Concrètement, en 2018, l’administration fiscale calculera le taux d’imposition du foyer à partir de la déclaration de revenus faite en 2017 (sur les revenus de 2016). Ce taux sera transmis à l’employeur, qui prélèvera l’impôt et le versera au fisc. Le taux sera corrigé en fonction de la déclaration de revenus du printemps 2018. Un remboursement « en cas de trop-perçu » ou un « reliquat » à payer sera appliqué, selon les cas, et le nouveau taux sera appliqué à la rentrée, a annoncé Christian Eckert.

Tous les grands pays d’Europe ont déjà opté, selon des modalités différentes, pour le prélèvement à la source.
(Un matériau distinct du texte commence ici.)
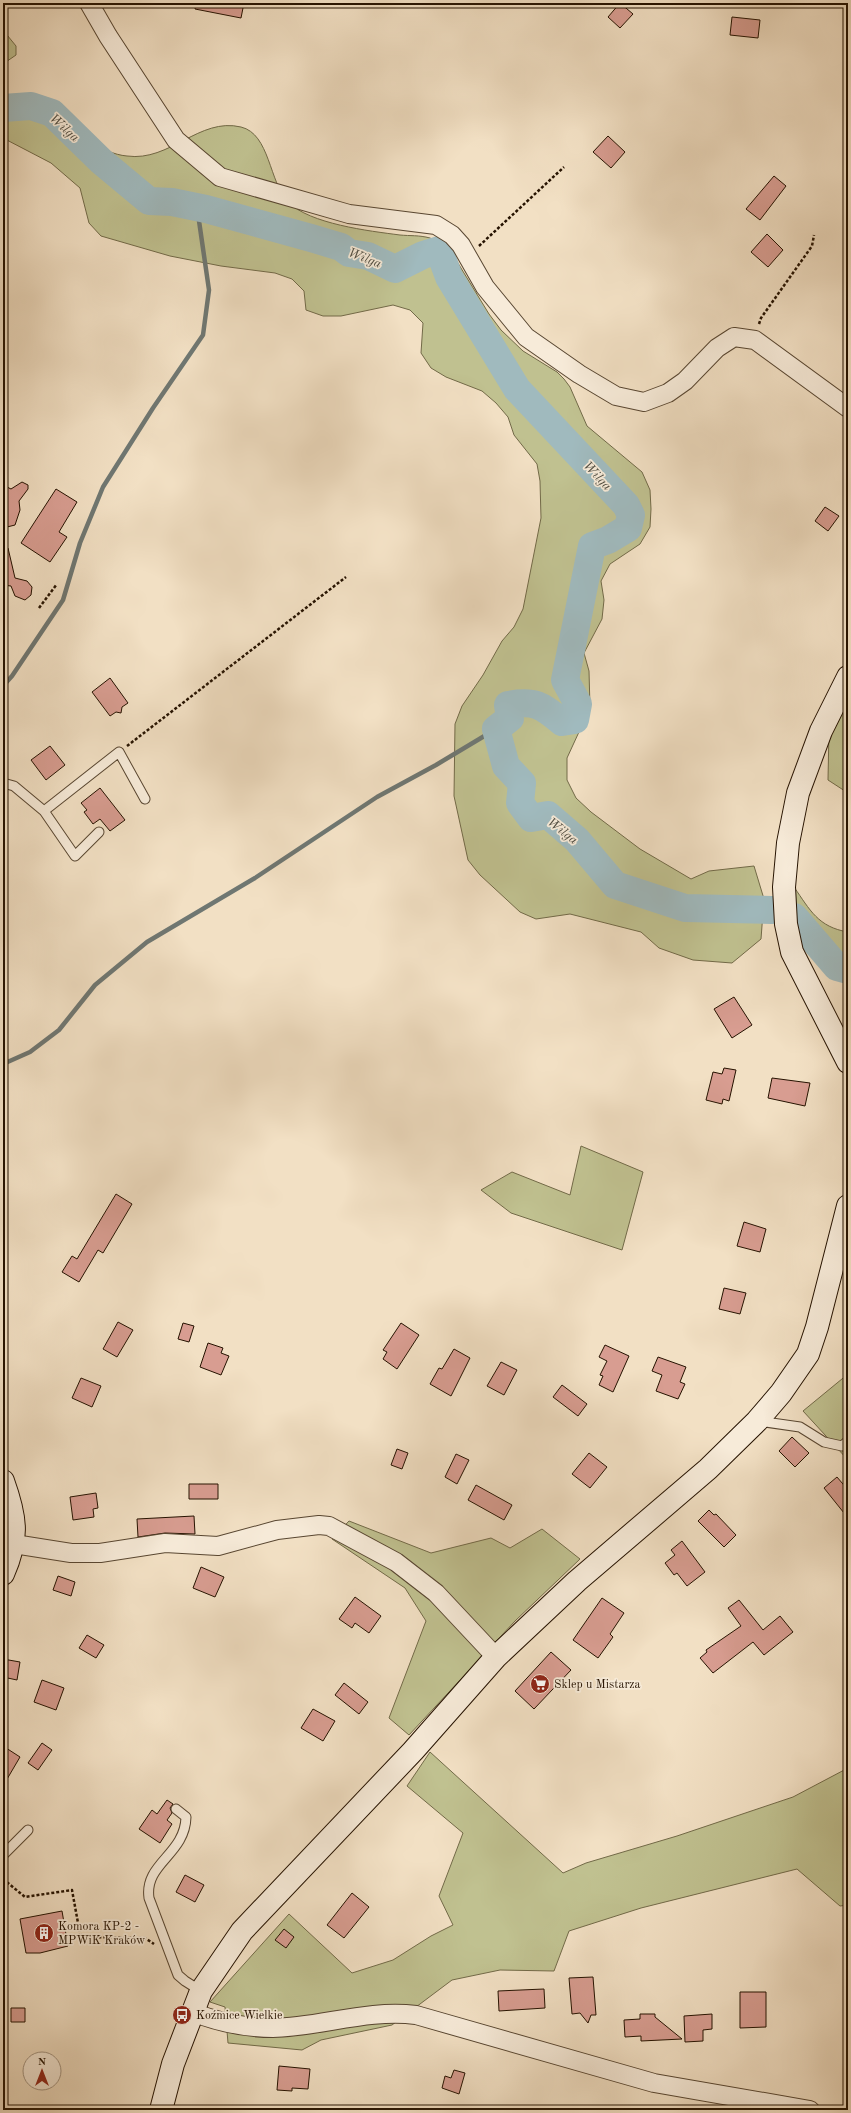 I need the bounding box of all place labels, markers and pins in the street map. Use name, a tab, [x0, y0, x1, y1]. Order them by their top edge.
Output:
supermarket icon: Sklep u Mistarza	[529, 1673, 551, 1695]
place label: Sklep u Mistarza	[554, 1679, 641, 1691]
place label: Komora KP-2 - MPWiK Kraków	[58, 1921, 146, 1947]
building icon: Komora KP-2 - MPWiK Kraków	[33, 1922, 55, 1944]
bus stop icon: Koźmice Wielkie	[171, 2004, 193, 2026]
place label: Koźmice Wielkie	[196, 2010, 283, 2022] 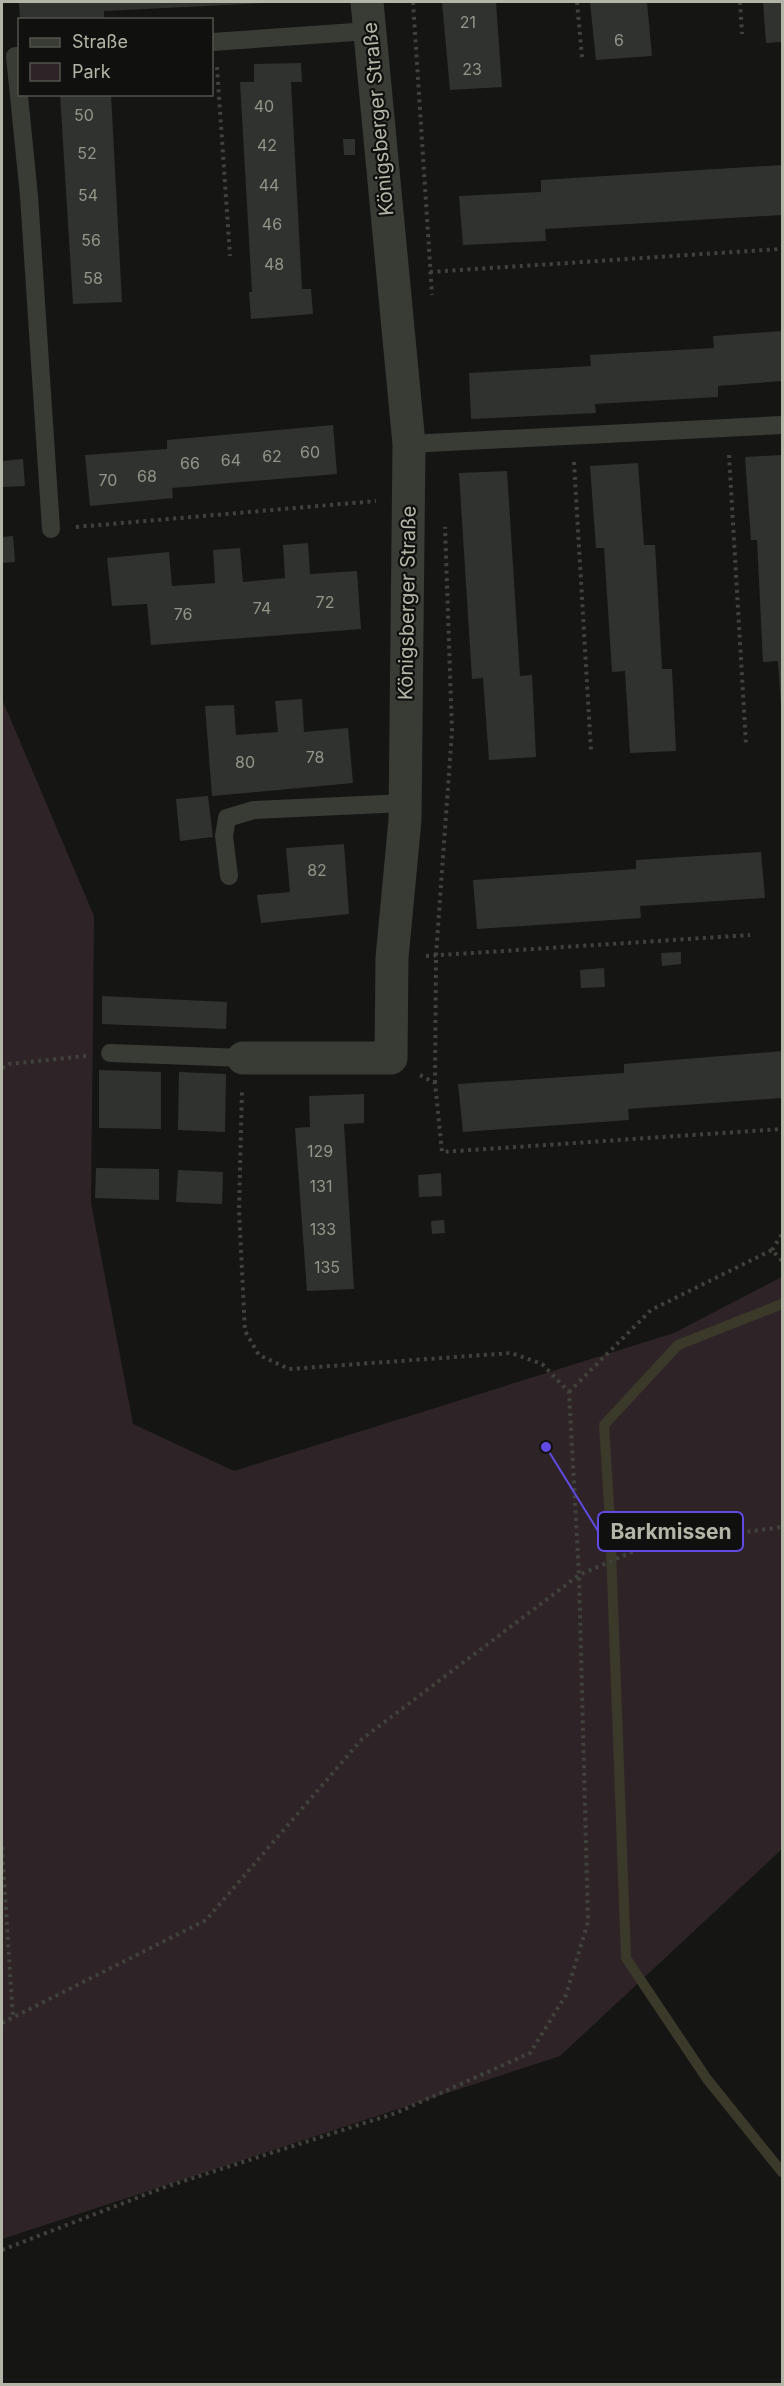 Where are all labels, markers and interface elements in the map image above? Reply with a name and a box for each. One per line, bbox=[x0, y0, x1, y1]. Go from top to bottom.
house number: 21 bbox=[460, 12, 476, 32]
legend bbox=[18, 18, 213, 96]
street label: Königsberger Straße bbox=[358, 21, 398, 217]
house number: 6 bbox=[614, 30, 624, 50]
text: Straße bbox=[72, 31, 128, 52]
house number: 23 bbox=[462, 59, 482, 79]
text: Park bbox=[72, 61, 111, 82]
house number: 40 bbox=[254, 96, 274, 116]
house number: 50 bbox=[74, 105, 94, 125]
house number: 42 bbox=[257, 135, 277, 155]
house number: 52 bbox=[77, 143, 97, 163]
house number: 44 bbox=[259, 175, 279, 195]
house number: 54 bbox=[78, 185, 98, 205]
house number: 46 bbox=[262, 214, 282, 234]
house number: 56 bbox=[81, 230, 101, 250]
house number: 48 bbox=[264, 254, 284, 274]
house number: 58 bbox=[83, 268, 103, 288]
house number: 60 bbox=[300, 442, 320, 462]
house number: 62 bbox=[262, 446, 282, 466]
house number: 64 bbox=[221, 450, 241, 470]
house number: 66 bbox=[180, 453, 200, 473]
house number: 68 bbox=[137, 466, 157, 486]
house number: 70 bbox=[99, 470, 117, 490]
street label: Königsberger Straße bbox=[393, 506, 421, 700]
house number: 72 bbox=[316, 592, 334, 612]
house number: 74 bbox=[253, 598, 271, 618]
house number: 76 bbox=[174, 604, 192, 624]
house number: 78 bbox=[306, 747, 324, 767]
house number: 80 bbox=[235, 752, 255, 772]
house number: 82 bbox=[307, 860, 327, 880]
house number: 129 bbox=[307, 1141, 333, 1161]
house number: 131 bbox=[310, 1176, 332, 1196]
house number: 133 bbox=[310, 1219, 336, 1239]
house number: 135 bbox=[314, 1257, 340, 1277]
callout: Barkmissen bbox=[598, 1512, 743, 1551]
text: Barkmissen bbox=[610, 1519, 732, 1544]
Dans un rapport intitulé « Les comparaisons internationales en matière de prélèvements à la source », Sandra Desmettre, inspectrice des finances du Conseil des prélèvements obligatoires, faisait remarquer que « la mise en place de la retenue à la source est ancienne » dans la plupart des pays.

L’Allemagne est une pionnière en la matière puisqu’elle l’a mis en place dès 1925, héritant en fait cette pratique de la Prusse en 1811. Ensuite, les Pays-Bas ont suivi en 1941, l’Australie en 1942, le Royaume-Uni en 1944, la Nouvelle-Zélande en 1958, l’Irlande en 1960, la Belgique en 1962, le Luxembourg en 1967, le Danemark en 1970, l’Italie en 1973 et le dernier en date, l’Espagne, en 1979. En Amérique du Nord, le Canada l’a aussi mis en place pendant un an en 1917, avant de l’appliquer définitivement à partir de 1942. Les Etats-Unis, eux, l’appliquaient depuis 1862, en le modernisant en 1943.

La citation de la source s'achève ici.